● **DATA LISTING**
■ ■ ■ ■
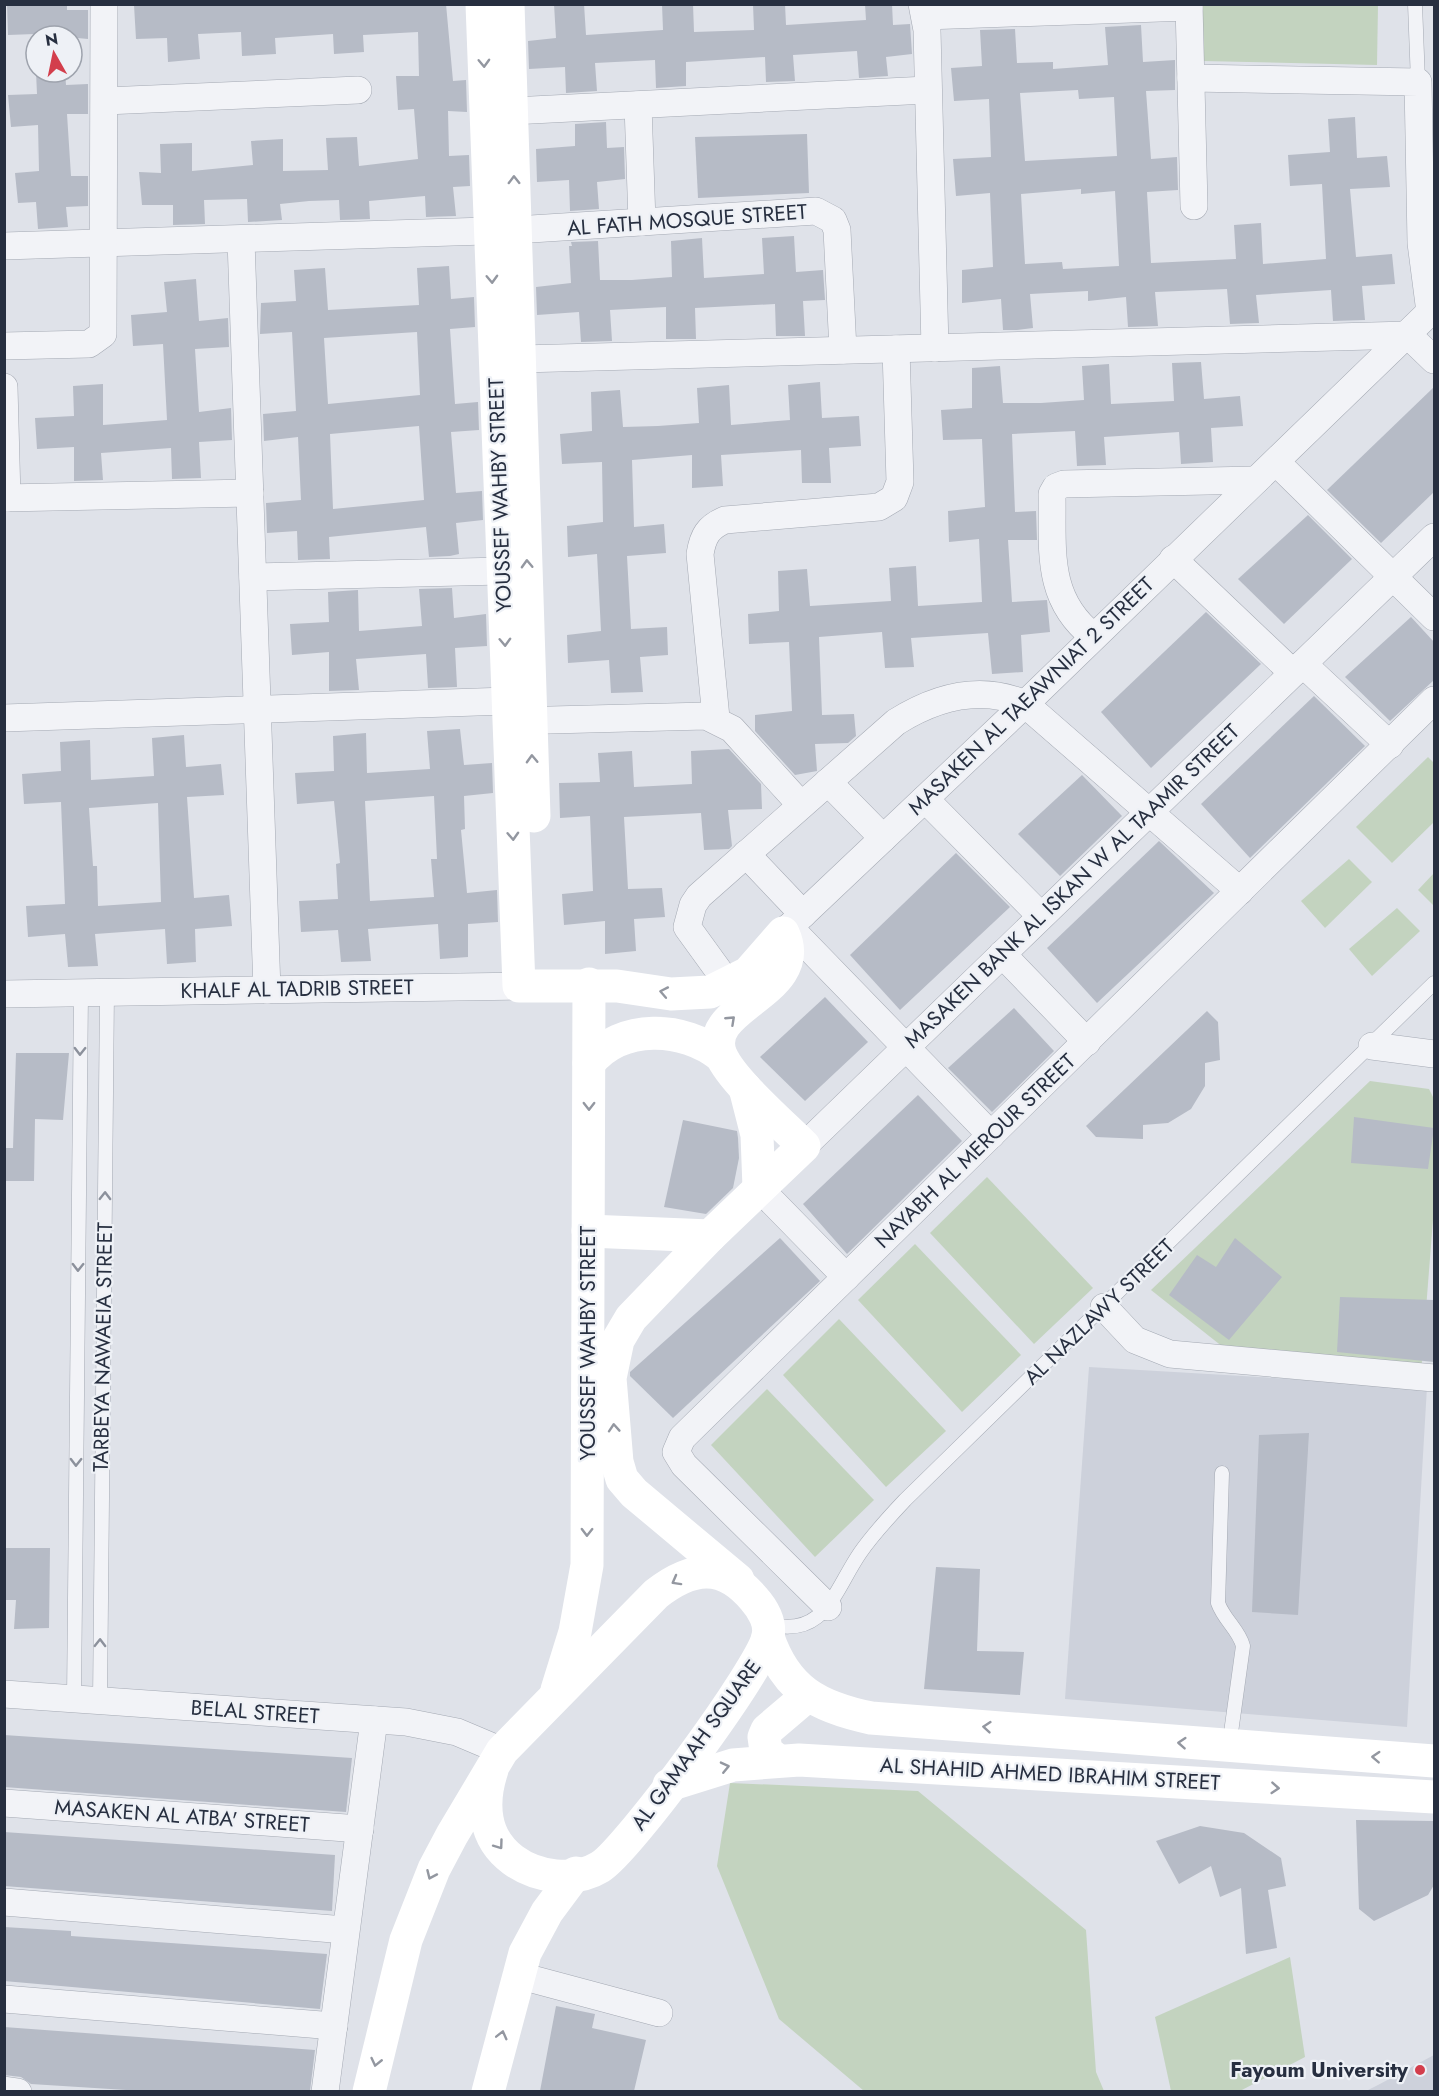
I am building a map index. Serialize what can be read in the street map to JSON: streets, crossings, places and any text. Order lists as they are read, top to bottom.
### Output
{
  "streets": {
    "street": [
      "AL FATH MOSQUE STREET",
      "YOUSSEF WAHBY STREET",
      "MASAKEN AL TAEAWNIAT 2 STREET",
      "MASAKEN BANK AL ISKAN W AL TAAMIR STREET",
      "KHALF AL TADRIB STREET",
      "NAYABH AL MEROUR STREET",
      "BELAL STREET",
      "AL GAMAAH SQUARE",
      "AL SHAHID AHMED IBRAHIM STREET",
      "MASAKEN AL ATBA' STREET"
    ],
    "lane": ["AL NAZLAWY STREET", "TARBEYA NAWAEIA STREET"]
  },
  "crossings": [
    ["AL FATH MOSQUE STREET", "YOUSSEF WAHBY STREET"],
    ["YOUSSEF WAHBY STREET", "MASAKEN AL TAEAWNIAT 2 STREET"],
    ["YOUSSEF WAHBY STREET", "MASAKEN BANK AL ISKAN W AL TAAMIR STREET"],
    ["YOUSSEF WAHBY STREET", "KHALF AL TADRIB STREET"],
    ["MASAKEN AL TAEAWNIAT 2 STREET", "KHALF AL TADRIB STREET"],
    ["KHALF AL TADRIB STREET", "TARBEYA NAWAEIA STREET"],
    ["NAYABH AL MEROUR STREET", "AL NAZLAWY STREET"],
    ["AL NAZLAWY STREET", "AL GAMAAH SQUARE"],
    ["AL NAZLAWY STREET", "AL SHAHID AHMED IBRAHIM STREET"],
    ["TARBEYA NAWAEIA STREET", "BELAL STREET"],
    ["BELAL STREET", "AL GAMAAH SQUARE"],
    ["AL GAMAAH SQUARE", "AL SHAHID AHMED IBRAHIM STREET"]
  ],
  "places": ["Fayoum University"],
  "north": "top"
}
■ ■ ■ ■
● **EXERCISE GOAL**
Reproduce each line above exactly, but not a single picture.

● **TASK OUTPUT**
I am building a map index. Serialize what can be read in the street map to JSON: streets, crossings, places and any text. Order lists as they are read, top to bottom.
### Output
{
  "streets": {
    "street": [
      "AL FATH MOSQUE STREET",
      "YOUSSEF WAHBY STREET",
      "MASAKEN AL TAEAWNIAT 2 STREET",
      "MASAKEN BANK AL ISKAN W AL TAAMIR STREET",
      "KHALF AL TADRIB STREET",
      "NAYABH AL MEROUR STREET",
      "BELAL STREET",
      "AL GAMAAH SQUARE",
      "AL SHAHID AHMED IBRAHIM STREET",
      "MASAKEN AL ATBA' STREET"
    ],
    "lane": ["AL NAZLAWY STREET", "TARBEYA NAWAEIA STREET"]
  },
  "crossings": [
    ["AL FATH MOSQUE STREET", "YOUSSEF WAHBY STREET"],
    ["YOUSSEF WAHBY STREET", "MASAKEN AL TAEAWNIAT 2 STREET"],
    ["YOUSSEF WAHBY STREET", "MASAKEN BANK AL ISKAN W AL TAAMIR STREET"],
    ["YOUSSEF WAHBY STREET", "KHALF AL TADRIB STREET"],
    ["MASAKEN AL TAEAWNIAT 2 STREET", "KHALF AL TADRIB STREET"],
    ["KHALF AL TADRIB STREET", "TARBEYA NAWAEIA STREET"],
    ["NAYABH AL MEROUR STREET", "AL NAZLAWY STREET"],
    ["AL NAZLAWY STREET", "AL GAMAAH SQUARE"],
    ["AL NAZLAWY STREET", "AL SHAHID AHMED IBRAHIM STREET"],
    ["TARBEYA NAWAEIA STREET", "BELAL STREET"],
    ["BELAL STREET", "AL GAMAAH SQUARE"],
    ["AL GAMAAH SQUARE", "AL SHAHID AHMED IBRAHIM STREET"]
  ],
  "places": ["Fayoum University"],
  "north": "top"
}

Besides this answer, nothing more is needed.